▶ _Records to process_:

= Beginning of Section =

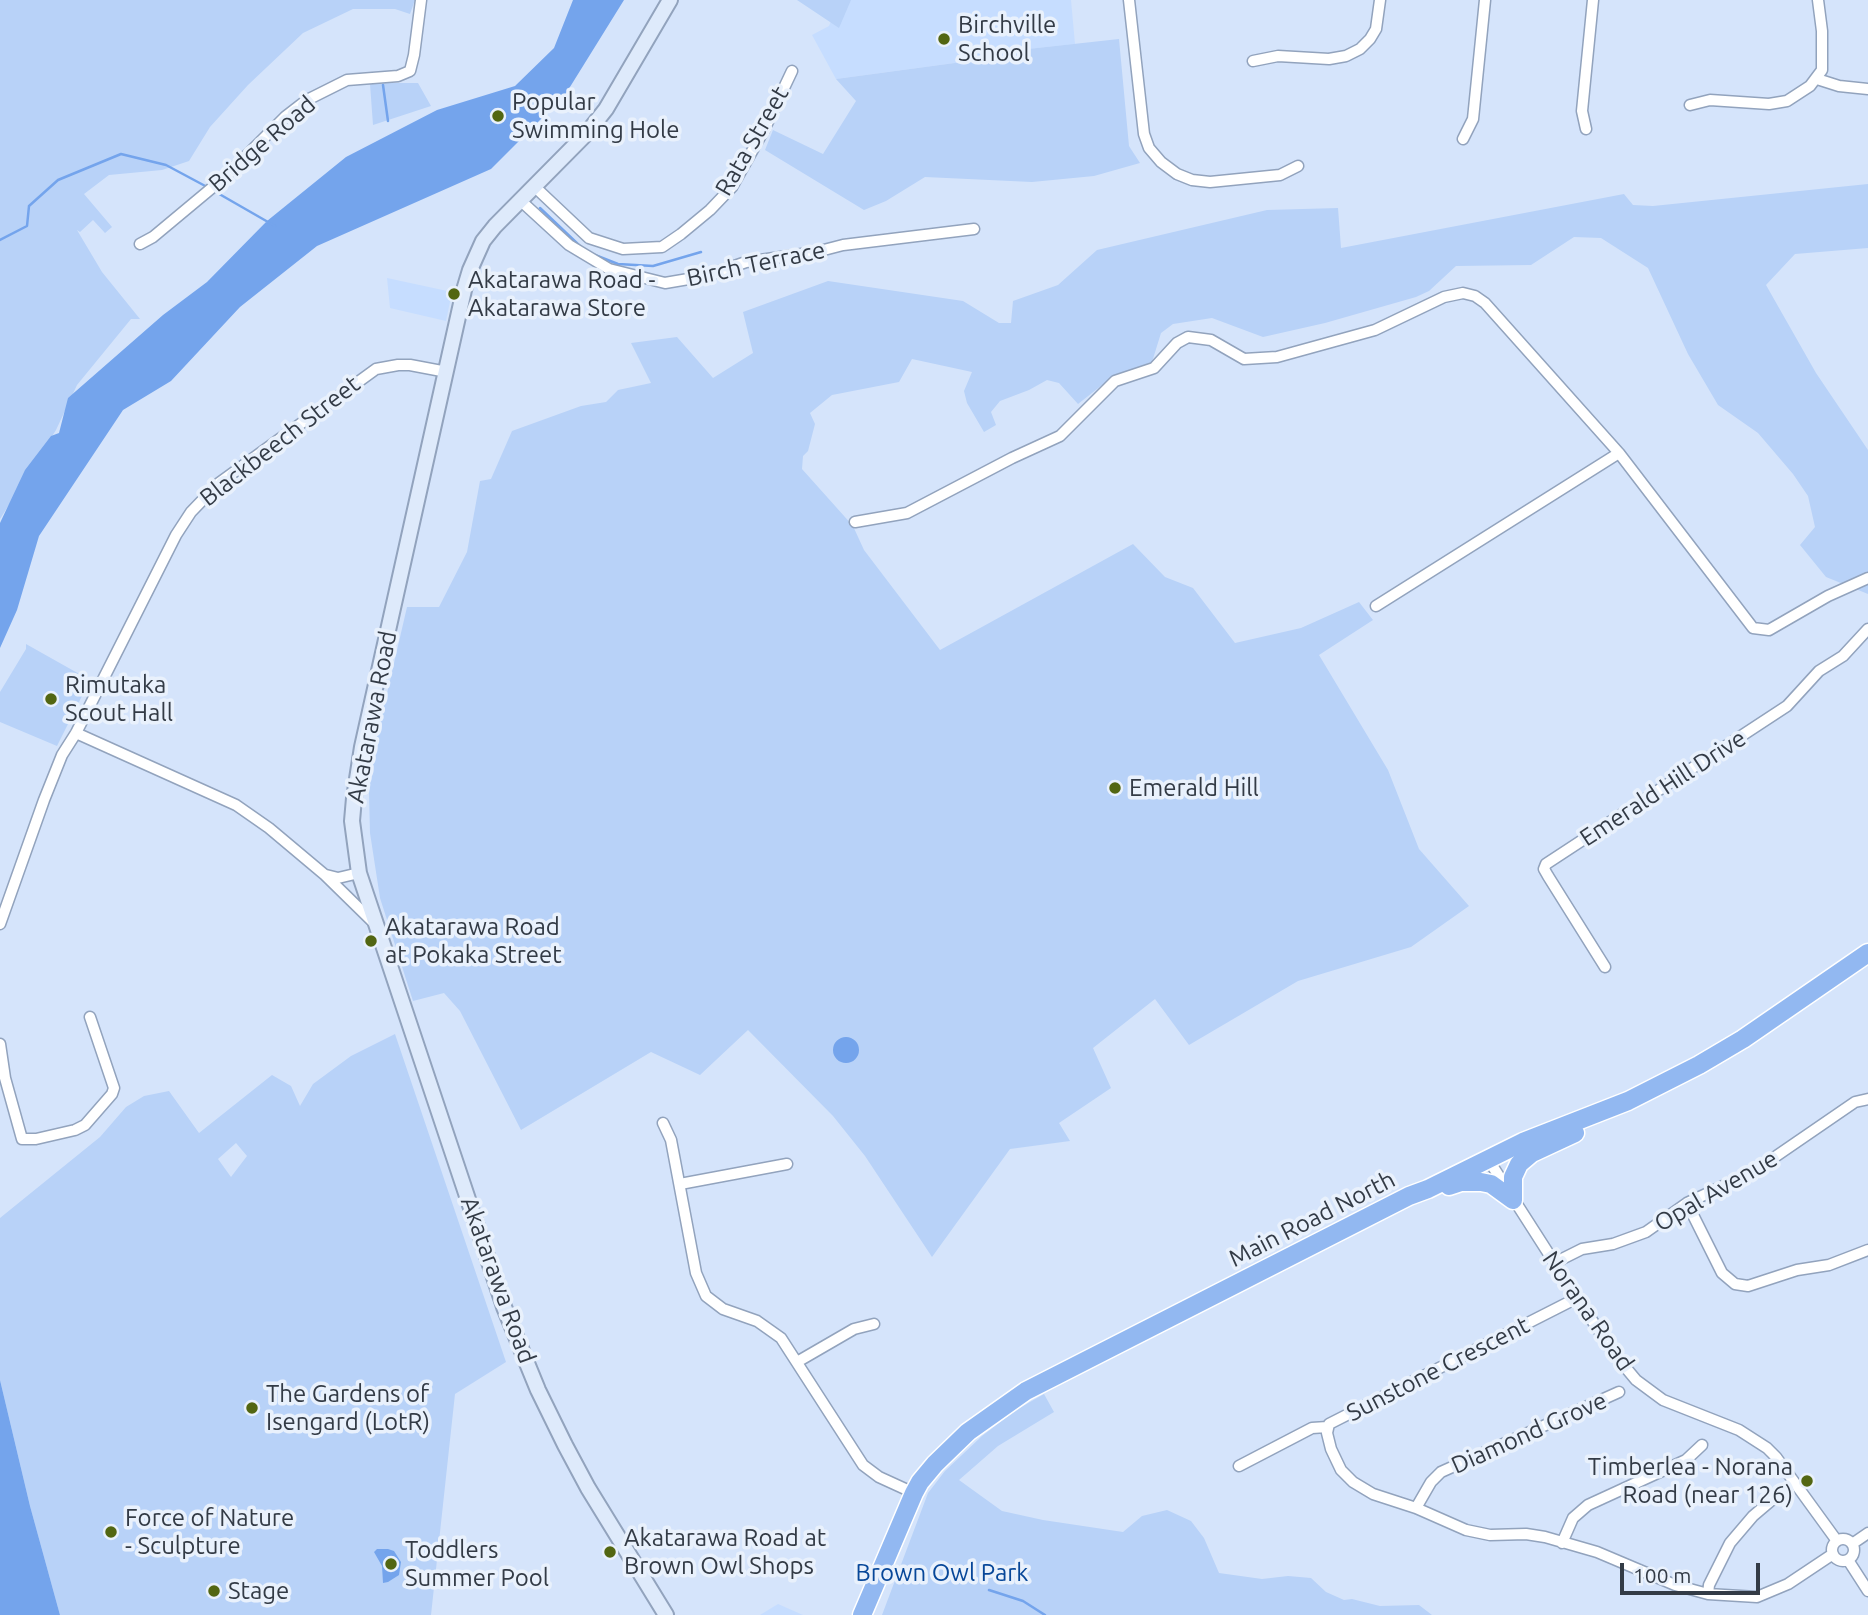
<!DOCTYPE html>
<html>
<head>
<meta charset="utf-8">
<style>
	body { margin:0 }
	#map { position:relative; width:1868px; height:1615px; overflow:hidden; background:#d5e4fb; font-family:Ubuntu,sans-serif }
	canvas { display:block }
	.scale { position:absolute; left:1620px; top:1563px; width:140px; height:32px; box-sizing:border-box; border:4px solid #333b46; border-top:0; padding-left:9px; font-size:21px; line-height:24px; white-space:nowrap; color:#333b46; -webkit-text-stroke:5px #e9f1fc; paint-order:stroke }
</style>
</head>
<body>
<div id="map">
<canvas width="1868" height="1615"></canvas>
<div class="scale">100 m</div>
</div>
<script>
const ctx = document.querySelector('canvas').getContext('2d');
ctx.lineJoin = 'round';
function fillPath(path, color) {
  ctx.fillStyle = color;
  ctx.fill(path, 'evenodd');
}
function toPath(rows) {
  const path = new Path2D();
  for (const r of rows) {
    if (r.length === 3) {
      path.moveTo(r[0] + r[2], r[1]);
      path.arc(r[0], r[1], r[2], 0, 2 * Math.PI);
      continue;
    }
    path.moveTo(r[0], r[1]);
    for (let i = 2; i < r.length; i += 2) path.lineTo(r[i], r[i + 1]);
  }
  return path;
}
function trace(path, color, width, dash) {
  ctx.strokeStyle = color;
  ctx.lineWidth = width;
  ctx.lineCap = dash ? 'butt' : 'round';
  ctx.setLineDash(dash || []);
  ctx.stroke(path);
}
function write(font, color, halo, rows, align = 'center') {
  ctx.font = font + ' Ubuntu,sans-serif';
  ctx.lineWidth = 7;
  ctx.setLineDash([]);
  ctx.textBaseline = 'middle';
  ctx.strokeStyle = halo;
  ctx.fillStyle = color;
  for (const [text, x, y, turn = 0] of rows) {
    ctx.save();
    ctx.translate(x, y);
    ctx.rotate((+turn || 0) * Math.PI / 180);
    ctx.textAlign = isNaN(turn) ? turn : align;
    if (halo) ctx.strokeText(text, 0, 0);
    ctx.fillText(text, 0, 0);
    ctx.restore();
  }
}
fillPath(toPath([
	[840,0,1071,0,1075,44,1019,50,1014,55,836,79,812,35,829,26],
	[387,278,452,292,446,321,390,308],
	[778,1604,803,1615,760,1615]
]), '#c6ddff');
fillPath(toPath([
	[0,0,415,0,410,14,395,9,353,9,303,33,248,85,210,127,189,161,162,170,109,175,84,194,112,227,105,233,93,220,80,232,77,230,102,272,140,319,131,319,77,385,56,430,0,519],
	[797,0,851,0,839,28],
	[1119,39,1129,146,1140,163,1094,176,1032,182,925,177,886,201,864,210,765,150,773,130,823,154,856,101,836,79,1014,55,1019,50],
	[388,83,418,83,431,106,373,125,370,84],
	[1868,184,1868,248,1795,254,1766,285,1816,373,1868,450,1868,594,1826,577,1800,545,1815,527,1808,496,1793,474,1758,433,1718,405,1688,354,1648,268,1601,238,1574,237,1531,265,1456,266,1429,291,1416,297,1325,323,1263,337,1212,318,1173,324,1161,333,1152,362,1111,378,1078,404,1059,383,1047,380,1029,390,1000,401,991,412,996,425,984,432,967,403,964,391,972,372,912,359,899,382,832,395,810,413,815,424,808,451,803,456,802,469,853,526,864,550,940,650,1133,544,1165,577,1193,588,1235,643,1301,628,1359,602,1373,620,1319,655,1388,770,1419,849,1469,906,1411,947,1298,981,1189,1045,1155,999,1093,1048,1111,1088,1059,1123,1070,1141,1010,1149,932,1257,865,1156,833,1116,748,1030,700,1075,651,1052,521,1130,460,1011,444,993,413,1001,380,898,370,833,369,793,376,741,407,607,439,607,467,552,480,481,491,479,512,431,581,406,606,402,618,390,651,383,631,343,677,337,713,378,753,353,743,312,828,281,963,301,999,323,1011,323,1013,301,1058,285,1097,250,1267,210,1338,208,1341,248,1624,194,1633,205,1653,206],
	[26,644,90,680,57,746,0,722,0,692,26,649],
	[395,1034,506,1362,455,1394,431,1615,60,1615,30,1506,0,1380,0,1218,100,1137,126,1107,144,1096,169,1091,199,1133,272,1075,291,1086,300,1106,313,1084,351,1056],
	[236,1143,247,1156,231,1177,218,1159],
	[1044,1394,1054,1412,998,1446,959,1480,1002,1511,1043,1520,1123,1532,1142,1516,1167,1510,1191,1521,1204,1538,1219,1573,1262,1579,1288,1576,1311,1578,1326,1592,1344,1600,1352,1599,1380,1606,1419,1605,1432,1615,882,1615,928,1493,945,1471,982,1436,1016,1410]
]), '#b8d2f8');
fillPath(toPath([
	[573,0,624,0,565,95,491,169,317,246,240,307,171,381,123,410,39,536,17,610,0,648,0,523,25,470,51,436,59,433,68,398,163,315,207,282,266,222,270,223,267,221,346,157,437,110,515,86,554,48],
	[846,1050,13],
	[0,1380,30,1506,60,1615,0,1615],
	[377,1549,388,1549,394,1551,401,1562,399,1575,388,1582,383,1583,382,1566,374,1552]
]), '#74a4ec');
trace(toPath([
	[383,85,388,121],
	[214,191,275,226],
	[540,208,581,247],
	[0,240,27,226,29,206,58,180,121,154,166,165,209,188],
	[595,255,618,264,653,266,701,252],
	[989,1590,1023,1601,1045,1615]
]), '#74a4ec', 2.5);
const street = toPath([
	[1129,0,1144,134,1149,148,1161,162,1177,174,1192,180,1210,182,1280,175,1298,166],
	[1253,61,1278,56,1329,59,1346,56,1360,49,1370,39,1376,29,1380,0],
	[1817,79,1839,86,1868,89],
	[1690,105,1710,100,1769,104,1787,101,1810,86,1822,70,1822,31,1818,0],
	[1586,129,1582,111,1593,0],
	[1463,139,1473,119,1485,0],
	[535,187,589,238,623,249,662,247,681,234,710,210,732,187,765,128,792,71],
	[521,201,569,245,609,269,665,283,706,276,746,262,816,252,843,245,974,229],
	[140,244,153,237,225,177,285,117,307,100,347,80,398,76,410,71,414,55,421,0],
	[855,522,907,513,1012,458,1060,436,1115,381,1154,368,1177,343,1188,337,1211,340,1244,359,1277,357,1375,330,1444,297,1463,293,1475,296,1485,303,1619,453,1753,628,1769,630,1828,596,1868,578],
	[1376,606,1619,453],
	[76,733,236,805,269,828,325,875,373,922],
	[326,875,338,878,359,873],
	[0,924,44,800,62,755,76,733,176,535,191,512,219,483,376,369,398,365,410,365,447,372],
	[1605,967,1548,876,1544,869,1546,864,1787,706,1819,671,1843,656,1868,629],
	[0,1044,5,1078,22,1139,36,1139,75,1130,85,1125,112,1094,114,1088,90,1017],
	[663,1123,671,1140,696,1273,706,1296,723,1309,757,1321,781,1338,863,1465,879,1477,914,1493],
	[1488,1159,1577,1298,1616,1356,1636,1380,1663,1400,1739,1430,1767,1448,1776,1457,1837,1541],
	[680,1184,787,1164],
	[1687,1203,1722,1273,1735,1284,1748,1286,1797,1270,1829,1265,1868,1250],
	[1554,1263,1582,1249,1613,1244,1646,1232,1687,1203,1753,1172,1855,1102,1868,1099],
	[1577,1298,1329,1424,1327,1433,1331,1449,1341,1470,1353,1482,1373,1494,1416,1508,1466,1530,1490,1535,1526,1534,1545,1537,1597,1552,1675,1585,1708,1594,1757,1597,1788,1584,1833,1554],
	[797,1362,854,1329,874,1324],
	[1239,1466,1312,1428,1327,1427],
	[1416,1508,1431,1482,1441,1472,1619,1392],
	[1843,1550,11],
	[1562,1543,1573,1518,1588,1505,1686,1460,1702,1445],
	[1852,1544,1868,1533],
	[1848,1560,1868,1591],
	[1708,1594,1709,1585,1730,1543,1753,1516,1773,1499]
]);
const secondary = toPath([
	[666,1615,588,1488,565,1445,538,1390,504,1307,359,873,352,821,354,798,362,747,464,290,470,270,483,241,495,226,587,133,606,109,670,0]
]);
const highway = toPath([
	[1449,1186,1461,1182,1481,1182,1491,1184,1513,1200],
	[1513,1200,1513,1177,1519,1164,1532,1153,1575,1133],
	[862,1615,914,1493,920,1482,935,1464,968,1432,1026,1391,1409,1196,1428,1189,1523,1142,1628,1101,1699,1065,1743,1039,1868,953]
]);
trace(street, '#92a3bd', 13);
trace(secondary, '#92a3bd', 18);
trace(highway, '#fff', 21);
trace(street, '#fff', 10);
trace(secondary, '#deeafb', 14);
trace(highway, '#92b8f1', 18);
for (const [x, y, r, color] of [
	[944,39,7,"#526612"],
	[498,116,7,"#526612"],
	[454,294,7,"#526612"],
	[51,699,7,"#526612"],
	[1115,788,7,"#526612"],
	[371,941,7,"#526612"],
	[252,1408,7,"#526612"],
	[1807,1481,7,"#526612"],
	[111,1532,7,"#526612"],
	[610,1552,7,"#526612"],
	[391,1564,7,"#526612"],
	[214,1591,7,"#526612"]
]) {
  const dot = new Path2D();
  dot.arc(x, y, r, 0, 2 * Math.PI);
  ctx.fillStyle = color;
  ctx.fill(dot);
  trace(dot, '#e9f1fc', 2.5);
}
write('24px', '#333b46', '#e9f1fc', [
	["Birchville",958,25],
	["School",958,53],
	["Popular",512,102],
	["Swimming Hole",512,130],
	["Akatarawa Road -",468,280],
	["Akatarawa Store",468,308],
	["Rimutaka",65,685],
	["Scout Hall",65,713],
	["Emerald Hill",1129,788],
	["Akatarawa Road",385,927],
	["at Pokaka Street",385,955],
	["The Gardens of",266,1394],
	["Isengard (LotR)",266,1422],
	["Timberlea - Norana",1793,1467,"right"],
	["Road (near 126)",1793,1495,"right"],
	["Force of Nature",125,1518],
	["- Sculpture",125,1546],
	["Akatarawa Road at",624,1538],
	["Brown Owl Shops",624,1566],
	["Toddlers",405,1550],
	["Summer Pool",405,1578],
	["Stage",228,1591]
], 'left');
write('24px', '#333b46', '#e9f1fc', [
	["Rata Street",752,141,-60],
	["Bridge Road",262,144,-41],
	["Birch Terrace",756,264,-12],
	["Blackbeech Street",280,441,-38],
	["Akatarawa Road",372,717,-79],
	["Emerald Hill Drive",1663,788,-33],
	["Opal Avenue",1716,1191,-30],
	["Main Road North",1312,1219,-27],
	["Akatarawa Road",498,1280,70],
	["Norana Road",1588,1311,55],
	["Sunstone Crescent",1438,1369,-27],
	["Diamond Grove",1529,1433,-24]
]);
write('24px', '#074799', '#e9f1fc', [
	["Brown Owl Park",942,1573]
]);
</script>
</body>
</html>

= End of Section =

▶ _About this task_: Copy out every line in the listing where the word "halo" appears.

▶ _Response for this exercise_:
function write(font, color, halo, rows, align = 'center') {
  ctx.strokeStyle = halo;
    if (halo) ctx.strokeText(text, 0, 0);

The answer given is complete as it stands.